Search code examples
phpcurlcronscaling

Scaling curl with php and cron


I am trying to create a website monitoring webapp using PHP. At the minute I'm using curl to collect headers from different websites and update a MySQL database when a website's status changes (e.g. if a site that was 'up' goes 'down').

I'm using curl_multi (via the Rolling Curl X class which I've adapted slightly) to process 20 sites in parallel (which seems to give the fastest results) and CURLOPT_NOBODY to make sure only headers are collected and I've tried to streamline the script to make it as fast as possible.

It is working OK and I can process 40 sites in approx. 2-4 seconds. My plan has been to run the script via cron every minute... so it looks like I will be able to process about 600 websites per minute. Although this is fine at the minute it won't be enough in the long term.

So how can I scale this? Is it possible to run multiple crons in parallel or will this run into bottle-necking issues?
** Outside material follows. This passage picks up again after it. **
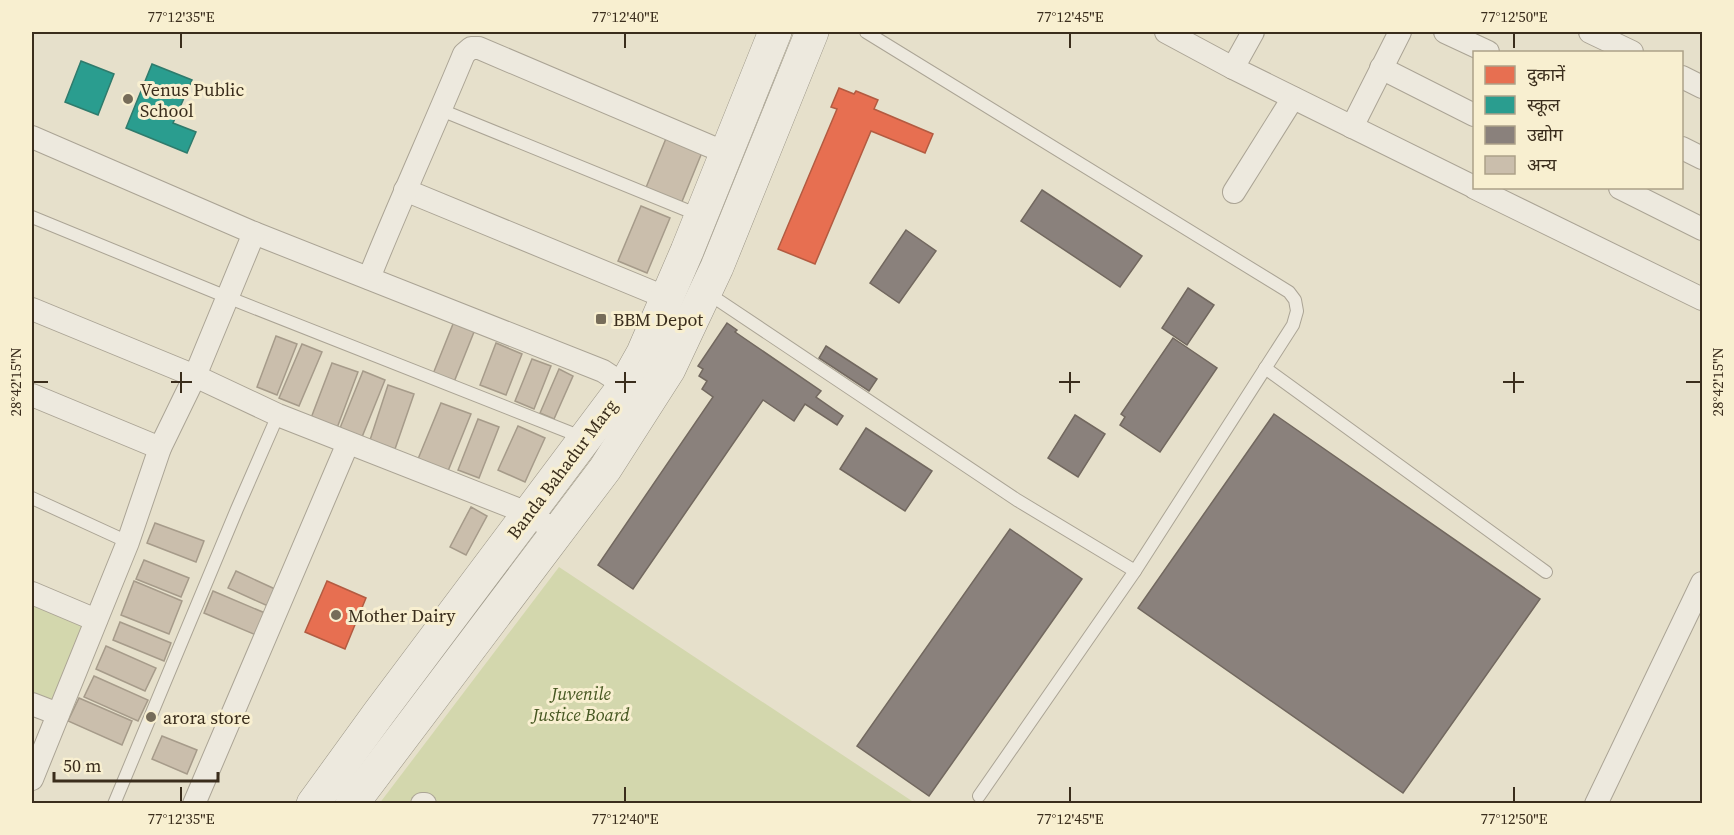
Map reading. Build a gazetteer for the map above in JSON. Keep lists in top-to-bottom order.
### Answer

Off the top of my head I was thinking that I could maybe break the database into groups of 400 and run a separate script for these groups (e.g. ids 1-400, 401-800, 801-1200 etc. could run separate scripts) so there would be no danger of database corruption. This way each script would be completed within a minute.

However it feels like this might not work since the one script running curl_multi seems to max out performance at 20 requests in parallel. So will this work or is there a better approach?


Solution

  • yes, the simple solution is use the same PHP CLI script and pass the args 1 and 2 i.e., indicates the min and max range to process the db record contains the each site information.

    Ex. crontab list
    * * * * * php /user/script.php 1 400
    * * * * * php /user/script.php 401 800

    Or using a single script, you can trigger multi-threading (multi-threading in PHP with pthreads). But the cron interval should be based on the benchmark of completion of 800 sites.

    Ref: How can one use multi threading in PHP applications

    Ex. the script multithread completes in 3 minutes then give the interval as */3.